Look in the material below for the line holding "stroke:#44595c; stroke-width:2.5; stroke-dasharray:3". Set it down exactly, with each later line up to and including the line holding "M3,429l41,22 -15,27 -29,-15v-29z".

────────────────────────────────────────

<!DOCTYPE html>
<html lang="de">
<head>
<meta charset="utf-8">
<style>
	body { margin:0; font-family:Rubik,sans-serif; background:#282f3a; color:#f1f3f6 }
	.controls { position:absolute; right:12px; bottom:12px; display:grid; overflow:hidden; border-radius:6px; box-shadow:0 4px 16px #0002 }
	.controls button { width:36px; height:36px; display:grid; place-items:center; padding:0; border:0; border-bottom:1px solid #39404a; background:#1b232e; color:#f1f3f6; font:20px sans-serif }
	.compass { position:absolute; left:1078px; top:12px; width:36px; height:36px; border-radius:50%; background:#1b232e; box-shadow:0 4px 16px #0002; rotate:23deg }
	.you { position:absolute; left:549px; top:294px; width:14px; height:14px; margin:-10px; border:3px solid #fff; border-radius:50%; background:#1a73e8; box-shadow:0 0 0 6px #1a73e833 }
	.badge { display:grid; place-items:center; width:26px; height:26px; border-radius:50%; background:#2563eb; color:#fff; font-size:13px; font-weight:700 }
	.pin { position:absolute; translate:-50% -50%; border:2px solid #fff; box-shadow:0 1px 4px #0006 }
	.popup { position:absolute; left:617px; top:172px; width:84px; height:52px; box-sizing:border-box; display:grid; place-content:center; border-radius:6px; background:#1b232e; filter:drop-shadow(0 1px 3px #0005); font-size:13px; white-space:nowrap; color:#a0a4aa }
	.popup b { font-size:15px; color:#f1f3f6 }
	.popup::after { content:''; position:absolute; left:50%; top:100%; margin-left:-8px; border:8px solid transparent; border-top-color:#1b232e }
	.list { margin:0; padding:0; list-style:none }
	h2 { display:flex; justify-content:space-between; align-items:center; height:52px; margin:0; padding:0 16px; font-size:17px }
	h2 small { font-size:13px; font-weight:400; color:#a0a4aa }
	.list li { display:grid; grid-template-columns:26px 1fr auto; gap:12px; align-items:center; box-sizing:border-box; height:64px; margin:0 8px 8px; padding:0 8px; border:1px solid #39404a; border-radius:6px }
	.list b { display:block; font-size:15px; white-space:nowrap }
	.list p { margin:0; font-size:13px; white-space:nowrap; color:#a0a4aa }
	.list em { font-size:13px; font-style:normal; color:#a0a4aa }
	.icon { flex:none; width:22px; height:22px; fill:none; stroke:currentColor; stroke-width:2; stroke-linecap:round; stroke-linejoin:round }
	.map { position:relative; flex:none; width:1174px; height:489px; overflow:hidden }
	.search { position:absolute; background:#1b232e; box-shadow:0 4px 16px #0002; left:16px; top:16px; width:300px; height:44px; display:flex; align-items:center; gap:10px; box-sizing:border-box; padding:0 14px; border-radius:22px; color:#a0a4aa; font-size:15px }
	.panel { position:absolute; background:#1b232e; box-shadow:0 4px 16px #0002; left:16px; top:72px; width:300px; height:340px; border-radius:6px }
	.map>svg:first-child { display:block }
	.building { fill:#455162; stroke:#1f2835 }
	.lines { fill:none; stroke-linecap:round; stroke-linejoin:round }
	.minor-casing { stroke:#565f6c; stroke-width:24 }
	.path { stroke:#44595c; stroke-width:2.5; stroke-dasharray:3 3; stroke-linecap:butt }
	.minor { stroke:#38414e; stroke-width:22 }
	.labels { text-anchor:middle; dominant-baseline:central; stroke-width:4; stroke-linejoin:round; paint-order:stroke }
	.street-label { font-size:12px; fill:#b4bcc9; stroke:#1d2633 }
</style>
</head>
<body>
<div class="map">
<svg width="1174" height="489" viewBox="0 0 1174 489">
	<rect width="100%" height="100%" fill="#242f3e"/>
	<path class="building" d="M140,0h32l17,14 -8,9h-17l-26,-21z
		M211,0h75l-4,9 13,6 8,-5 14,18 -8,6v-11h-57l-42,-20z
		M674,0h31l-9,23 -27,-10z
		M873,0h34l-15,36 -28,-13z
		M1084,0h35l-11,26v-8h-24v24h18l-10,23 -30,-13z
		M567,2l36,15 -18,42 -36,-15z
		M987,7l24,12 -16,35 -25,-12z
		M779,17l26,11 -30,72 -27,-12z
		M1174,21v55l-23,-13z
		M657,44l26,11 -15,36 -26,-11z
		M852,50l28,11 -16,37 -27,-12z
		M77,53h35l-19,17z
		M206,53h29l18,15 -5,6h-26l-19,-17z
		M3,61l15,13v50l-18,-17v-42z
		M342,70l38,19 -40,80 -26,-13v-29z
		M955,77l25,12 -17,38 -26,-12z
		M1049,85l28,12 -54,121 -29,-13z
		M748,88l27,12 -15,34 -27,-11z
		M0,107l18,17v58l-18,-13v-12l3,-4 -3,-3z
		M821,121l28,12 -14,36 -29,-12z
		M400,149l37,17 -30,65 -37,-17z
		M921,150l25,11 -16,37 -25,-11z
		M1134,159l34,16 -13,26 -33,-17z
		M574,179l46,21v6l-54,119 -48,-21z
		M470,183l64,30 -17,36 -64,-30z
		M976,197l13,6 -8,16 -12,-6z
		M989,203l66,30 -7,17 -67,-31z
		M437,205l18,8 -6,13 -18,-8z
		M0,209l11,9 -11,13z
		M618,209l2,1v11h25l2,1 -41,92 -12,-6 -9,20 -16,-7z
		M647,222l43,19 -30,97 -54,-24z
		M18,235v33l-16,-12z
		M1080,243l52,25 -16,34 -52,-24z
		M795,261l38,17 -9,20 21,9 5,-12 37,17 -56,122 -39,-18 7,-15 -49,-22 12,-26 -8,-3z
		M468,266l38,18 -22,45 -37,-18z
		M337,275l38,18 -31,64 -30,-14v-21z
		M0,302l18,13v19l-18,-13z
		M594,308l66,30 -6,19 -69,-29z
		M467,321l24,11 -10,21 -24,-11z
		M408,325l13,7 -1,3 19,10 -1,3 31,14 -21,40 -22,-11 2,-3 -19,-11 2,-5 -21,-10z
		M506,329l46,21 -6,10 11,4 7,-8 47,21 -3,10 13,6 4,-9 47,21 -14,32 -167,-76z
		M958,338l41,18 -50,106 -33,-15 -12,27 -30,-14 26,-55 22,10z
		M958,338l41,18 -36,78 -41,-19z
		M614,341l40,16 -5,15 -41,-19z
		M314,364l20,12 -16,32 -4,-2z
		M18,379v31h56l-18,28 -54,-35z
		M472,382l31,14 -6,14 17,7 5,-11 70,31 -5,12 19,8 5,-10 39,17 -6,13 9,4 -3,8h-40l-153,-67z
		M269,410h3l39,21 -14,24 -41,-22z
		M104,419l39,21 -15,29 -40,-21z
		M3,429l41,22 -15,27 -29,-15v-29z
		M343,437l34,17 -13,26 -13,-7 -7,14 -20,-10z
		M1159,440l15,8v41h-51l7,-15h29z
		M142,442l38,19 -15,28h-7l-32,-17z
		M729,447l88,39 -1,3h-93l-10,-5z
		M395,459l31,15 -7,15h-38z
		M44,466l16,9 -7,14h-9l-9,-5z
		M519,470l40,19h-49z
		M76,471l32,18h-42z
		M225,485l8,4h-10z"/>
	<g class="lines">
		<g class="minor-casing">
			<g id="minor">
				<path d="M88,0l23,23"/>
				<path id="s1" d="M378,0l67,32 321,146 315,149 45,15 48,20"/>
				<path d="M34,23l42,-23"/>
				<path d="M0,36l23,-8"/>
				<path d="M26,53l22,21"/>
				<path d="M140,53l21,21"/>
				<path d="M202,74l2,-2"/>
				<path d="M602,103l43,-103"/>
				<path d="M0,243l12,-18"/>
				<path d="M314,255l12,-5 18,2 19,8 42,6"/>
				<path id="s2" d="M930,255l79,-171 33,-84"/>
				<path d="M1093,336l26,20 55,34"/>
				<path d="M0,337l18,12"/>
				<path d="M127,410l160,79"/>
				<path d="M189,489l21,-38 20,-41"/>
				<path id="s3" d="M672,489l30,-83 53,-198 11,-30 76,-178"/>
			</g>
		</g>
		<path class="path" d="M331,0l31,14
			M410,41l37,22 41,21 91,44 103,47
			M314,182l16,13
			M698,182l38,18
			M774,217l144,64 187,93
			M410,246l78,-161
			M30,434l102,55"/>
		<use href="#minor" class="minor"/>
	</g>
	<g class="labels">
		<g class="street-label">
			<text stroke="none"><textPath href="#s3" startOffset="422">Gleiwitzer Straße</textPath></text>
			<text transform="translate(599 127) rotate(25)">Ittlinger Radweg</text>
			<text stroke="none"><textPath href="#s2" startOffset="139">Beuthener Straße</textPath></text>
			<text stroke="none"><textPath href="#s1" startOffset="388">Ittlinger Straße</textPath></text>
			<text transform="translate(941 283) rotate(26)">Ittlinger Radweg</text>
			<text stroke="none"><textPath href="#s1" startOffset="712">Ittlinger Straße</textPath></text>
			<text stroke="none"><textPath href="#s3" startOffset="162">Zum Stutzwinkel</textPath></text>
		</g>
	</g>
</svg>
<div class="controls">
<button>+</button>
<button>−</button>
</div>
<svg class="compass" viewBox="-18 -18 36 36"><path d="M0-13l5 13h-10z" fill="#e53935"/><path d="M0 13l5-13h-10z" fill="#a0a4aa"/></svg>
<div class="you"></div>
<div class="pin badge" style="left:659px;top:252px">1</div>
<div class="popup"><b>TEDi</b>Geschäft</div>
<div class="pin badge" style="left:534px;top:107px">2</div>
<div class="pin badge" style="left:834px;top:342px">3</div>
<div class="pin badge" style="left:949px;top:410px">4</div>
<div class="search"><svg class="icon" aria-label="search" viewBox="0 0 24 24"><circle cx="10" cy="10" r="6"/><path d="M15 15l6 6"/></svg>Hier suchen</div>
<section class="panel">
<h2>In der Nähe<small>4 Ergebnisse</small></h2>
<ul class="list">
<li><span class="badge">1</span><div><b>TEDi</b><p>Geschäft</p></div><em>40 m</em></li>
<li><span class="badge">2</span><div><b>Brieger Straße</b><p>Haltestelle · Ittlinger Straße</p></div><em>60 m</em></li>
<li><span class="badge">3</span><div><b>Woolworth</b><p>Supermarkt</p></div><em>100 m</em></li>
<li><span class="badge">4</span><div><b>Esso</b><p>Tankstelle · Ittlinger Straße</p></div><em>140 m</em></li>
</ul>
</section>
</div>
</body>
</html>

────────────────────────────────────────

- _Response to the task_
	.path { stroke:#44595c; stroke-width:2.5; stroke-dasharray:3 3; stroke-linecap:butt }
	.minor { stroke:#38414e; stroke-width:22 }
	.labels { text-anchor:middle; dominant-baseline:central; stroke-width:4; stroke-linejoin:round; paint-order:stroke }
	.street-label { font-size:12px; fill:#b4bcc9; stroke:#1d2633 }
</style>
</head>
<body>
<div class="map">
<svg width="1174" height="489" viewBox="0 0 1174 489">
	<rect width="100%" height="100%" fill="#242f3e"/>
	<path class="building" d="M140,0h32l17,14 -8,9h-17l-26,-21z
		M211,0h75l-4,9 13,6 8,-5 14,18 -8,6v-11h-57l-42,-20z
		M674,0h31l-9,23 -27,-10z
		M873,0h34l-15,36 -28,-13z
		M1084,0h35l-11,26v-8h-24v24h18l-10,23 -30,-13z
		M567,2l36,15 -18,42 -36,-15z
		M987,7l24,12 -16,35 -25,-12z
		M779,17l26,11 -30,72 -27,-12z
		M1174,21v55l-23,-13z
		M657,44l26,11 -15,36 -26,-11z
		M852,50l28,11 -16,37 -27,-12z
		M77,53h35l-19,17z
		M206,53h29l18,15 -5,6h-26l-19,-17z
		M3,61l15,13v50l-18,-17v-42z
		M342,70l38,19 -40,80 -26,-13v-29z
		M955,77l25,12 -17,38 -26,-12z
		M1049,85l28,12 -54,121 -29,-13z
		M748,88l27,12 -15,34 -27,-11z
		M0,107l18,17v58l-18,-13v-12l3,-4 -3,-3z
		M821,121l28,12 -14,36 -29,-12z
		M400,149l37,17 -30,65 -37,-17z
		M921,150l25,11 -16,37 -25,-11z
		M1134,159l34,16 -13,26 -33,-17z
		M574,179l46,21v6l-54,119 -48,-21z
		M470,183l64,30 -17,36 -64,-30z
		M976,197l13,6 -8,16 -12,-6z
		M989,203l66,30 -7,17 -67,-31z
		M437,205l18,8 -6,13 -18,-8z
		M0,209l11,9 -11,13z
		M618,209l2,1v11h25l2,1 -41,92 -12,-6 -9,20 -16,-7z
		M647,222l43,19 -30,97 -54,-24z
		M18,235v33l-16,-12z
		M1080,243l52,25 -16,34 -52,-24z
		M795,261l38,17 -9,20 21,9 5,-12 37,17 -56,122 -39,-18 7,-15 -49,-22 12,-26 -8,-3z
		M468,266l38,18 -22,45 -37,-18z
		M337,275l38,18 -31,64 -30,-14v-21z
		M0,302l18,13v19l-18,-13z
		M594,308l66,30 -6,19 -69,-29z
		M467,321l24,11 -10,21 -24,-11z
		M408,325l13,7 -1,3 19,10 -1,3 31,14 -21,40 -22,-11 2,-3 -19,-11 2,-5 -21,-10z
		M506,329l46,21 -6,10 11,4 7,-8 47,21 -3,10 13,6 4,-9 47,21 -14,32 -167,-76z
		M958,338l41,18 -50,106 -33,-15 -12,27 -30,-14 26,-55 22,10z
		M958,338l41,18 -36,78 -41,-19z
		M614,341l40,16 -5,15 -41,-19z
		M314,364l20,12 -16,32 -4,-2z
		M18,379v31h56l-18,28 -54,-35z
		M472,382l31,14 -6,14 17,7 5,-11 70,31 -5,12 19,8 5,-10 39,17 -6,13 9,4 -3,8h-40l-153,-67z
		M269,410h3l39,21 -14,24 -41,-22z
		M104,419l39,21 -15,29 -40,-21z
		M3,429l41,22 -15,27 -29,-15v-29z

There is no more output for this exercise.